AIM OF THE EXERCISE: Word for word, restate the lines from the top of the records below through the line with "height:3px; margin:-1.5px; padding:0", both included, with no pictures in the result.

PROVIDED ENTRIES:
* * * *

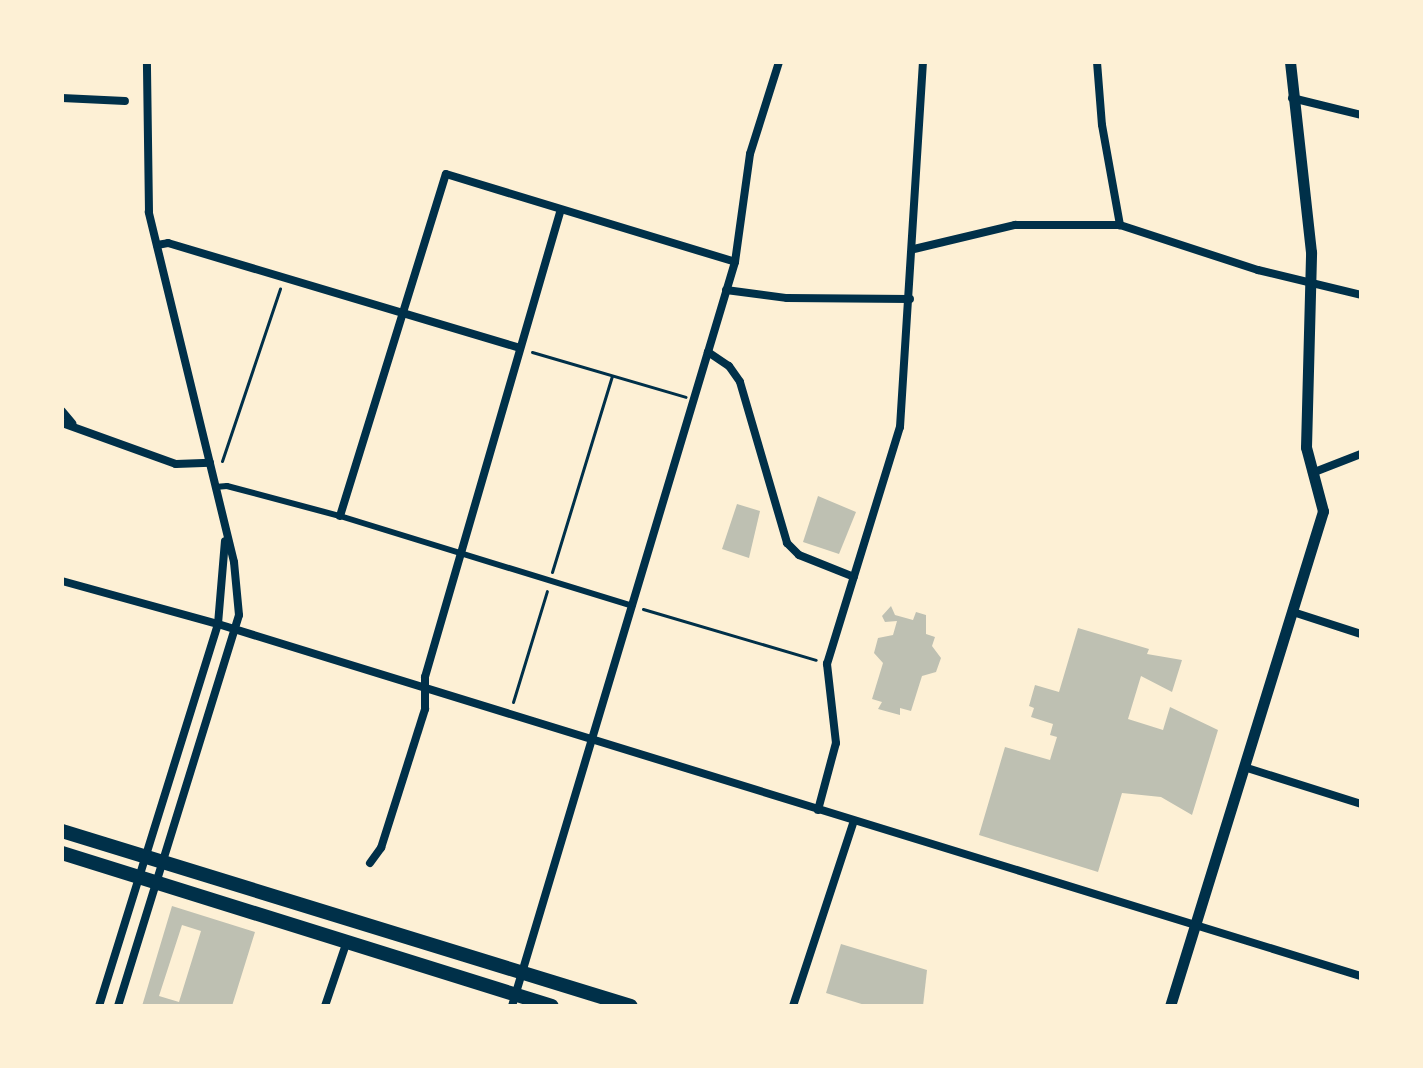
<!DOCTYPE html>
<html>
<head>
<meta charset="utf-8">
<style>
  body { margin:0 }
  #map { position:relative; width:1423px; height:1068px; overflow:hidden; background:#fdf0d5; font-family:"Zilla Slab",serif }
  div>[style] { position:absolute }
  .building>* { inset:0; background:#bec0b2 }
  .path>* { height:3px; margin:-1.5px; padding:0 1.5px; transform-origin:1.5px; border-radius:1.5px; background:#003049 }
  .pedestrian>* { height:6px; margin:-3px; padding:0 3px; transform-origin:3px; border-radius:3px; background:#003049 }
  .minor>* { height:8px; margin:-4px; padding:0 4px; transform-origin:4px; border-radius:4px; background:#003049 }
  .tertiary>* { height:11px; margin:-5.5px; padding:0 5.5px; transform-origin:5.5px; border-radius:5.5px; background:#003049 }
  .primary>* { height:14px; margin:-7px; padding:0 7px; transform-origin:7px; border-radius:7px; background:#003049 }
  span { translate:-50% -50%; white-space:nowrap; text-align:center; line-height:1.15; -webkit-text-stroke:8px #fdf0d5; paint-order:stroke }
  .frame { position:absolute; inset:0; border:64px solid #fdf0d5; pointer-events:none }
</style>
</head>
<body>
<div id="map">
  <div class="building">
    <div style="clip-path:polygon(818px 496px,856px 512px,839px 554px,803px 542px)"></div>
    <div style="clip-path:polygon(737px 504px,760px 511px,749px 558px,722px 549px)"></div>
    <div style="clip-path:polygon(891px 606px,895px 615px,913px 620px,916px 612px,926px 615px,926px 634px,935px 637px,932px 646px,941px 658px,936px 672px,922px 676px,911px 711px,900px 708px,900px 715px,878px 709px,882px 702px,872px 699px,883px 663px,874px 653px,878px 638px,893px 635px,897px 621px,885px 622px,882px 616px)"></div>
    <div style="clip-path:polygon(1078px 628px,1149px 649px,1147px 654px,1182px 660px,1172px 692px,1141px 676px,1128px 719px,1163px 730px,1170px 707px,1218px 730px,1192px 815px,1161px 797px,1122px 793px,1098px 872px,979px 835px,1005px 747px,1050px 760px,1057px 737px,1050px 735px,1053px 724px,1031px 717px,1034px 708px,1029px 706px,1035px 685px,1059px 692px)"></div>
    <div style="clip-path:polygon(evenodd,172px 906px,255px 932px,232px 1006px,142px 1006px,172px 906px,182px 925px,201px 931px,179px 1002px,159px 996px,182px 925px)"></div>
    <div style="clip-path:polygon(841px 944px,927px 970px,923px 1006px,868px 1006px,826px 993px)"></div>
  </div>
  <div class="path">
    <div style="left:532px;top:352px;width:160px;rotate:16.3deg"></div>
    <div style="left:222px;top:461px;width:182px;rotate:-71.4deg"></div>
    <div style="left:552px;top:572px;width:205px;rotate:-73deg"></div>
    <div style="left:643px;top:609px;width:180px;rotate:16.4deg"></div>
    <div style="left:513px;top:702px;width:116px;rotate:-73deg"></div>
  </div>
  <div class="pedestrian">
    <div style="left:215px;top:487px;width:12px;rotate:-5deg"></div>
    <div style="left:227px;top:486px;width:117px;rotate:14.9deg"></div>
    <div style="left:340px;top:516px;width:306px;rotate:17.1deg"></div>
  </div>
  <div class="minor">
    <div style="left:779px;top:62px;width:96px;rotate:107.5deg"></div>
    <div style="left:750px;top:154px;width:109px;rotate:97.9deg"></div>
    <div style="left:735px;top:262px;width:94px;rotate:106.7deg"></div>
    <div style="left:708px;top:352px;width:25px;rotate:34deg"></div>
    <div style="left:729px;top:366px;width:19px;rotate:55deg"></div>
    <div style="left:740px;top:382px;width:168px;rotate:73.7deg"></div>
    <div style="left:787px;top:543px;width:17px;rotate:45deg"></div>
    <div style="left:799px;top:555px;width:59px;rotate:21.8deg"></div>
    <div style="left:1097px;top:62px;width:63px;rotate:85.5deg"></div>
    <div style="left:1102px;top:125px;width:102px;rotate:79.8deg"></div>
    <div style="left:62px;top:98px;width:63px;rotate:2.7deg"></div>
    <div style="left:1292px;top:98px;width:71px;rotate:13.8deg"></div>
    <div style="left:157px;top:245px;width:11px;rotate:-10deg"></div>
    <div style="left:168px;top:243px;width:367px;rotate:16.6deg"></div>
    <div style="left:914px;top:249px;width:104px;rotate:-13.4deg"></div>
    <div style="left:1015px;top:225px;width:105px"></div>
    <div style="left:1120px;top:225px;width:145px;rotate:18.1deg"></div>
    <div style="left:1258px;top:270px;width:106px;rotate:13.6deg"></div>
    <div style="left:726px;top:290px;width:62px;rotate:7.5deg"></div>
    <div style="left:787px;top:298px;width:123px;rotate:0.5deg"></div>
    <div style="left:62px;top:411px;width:16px;rotate:50deg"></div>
    <div style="left:62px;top:423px;width:121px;rotate:19.8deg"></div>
    <div style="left:176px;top:464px;width:34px;rotate:-2deg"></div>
    <div style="left:1312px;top:473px;width:53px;rotate:-21.2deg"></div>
    <div style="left:340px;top:516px;width:358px;rotate:-72.8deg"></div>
    <div style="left:446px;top:174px;width:302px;rotate:16.9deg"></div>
    <div style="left:62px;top:581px;width:162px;rotate:15.4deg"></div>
    <div style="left:218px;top:624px;width:1196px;rotate:17.12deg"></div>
    <div style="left:1293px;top:612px;width:71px;rotate:17.9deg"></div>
    <div style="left:1244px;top:767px;width:123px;rotate:17.5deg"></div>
    <div style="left:818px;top:810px;width:69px;rotate:-75deg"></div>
    <div style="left:836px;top:743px;width:80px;rotate:-96.5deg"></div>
    <div style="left:827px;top:664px;width:248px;rotate:-72.9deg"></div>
    <div style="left:900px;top:427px;width:366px;rotate:-86.4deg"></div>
    <div style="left:370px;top:863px;width:19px;rotate:-54deg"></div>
    <div style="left:381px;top:848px;width:146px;rotate:-72.4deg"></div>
    <div style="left:425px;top:709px;width:32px;rotate:-90deg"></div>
    <div style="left:425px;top:677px;width:486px;rotate:-73.8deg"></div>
    <div style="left:99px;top:1006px;width:400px;rotate:-72.7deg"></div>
    <div style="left:218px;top:624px;width:83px;rotate:-85.2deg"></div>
    <div style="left:118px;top:1006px;width:409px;rotate:-72.8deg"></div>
    <div style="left:239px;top:615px;width:53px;rotate:-95.4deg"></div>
    <div style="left:234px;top:562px;width:360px;rotate:-103.7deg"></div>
    <div style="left:149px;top:212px;width:150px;rotate:-90.8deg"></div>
    <div style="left:325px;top:1006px;width:65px;rotate:-71.3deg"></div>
    <div style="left:512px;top:1006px;width:683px;rotate:-73.32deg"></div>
    <div style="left:793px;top:1006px;width:195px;rotate:-71.8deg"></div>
  </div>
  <div class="tertiary">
    <div style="left:1170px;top:1006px;width:518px;rotate:-72.82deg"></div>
    <div style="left:1323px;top:511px;width:66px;rotate:-104.9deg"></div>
    <div style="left:1306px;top:447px;width:195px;rotate:-88.5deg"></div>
    <div style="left:1311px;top:252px;width:191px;rotate:-96.3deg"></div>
  </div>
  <div class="primary">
    <div style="left:62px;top:831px;width:595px;rotate:17.1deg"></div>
    <div style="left:62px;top:853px;width:513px;rotate:17.34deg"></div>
  </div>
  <div class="frame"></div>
</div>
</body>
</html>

* * * *

EXERCISE ANSWER:
<!DOCTYPE html>
<html>
<head>
<meta charset="utf-8">
<style>
  body { margin:0 }
  #map { position:relative; width:1423px; height:1068px; overflow:hidden; background:#fdf0d5; font-family:"Zilla Slab",serif }
  div>[style] { position:absolute }
  .building>* { inset:0; background:#bec0b2 }
  .path>* { height:3px; margin:-1.5px; padding:0 1.5px; transform-origin:1.5px; border-radius:1.5px; background:#003049 }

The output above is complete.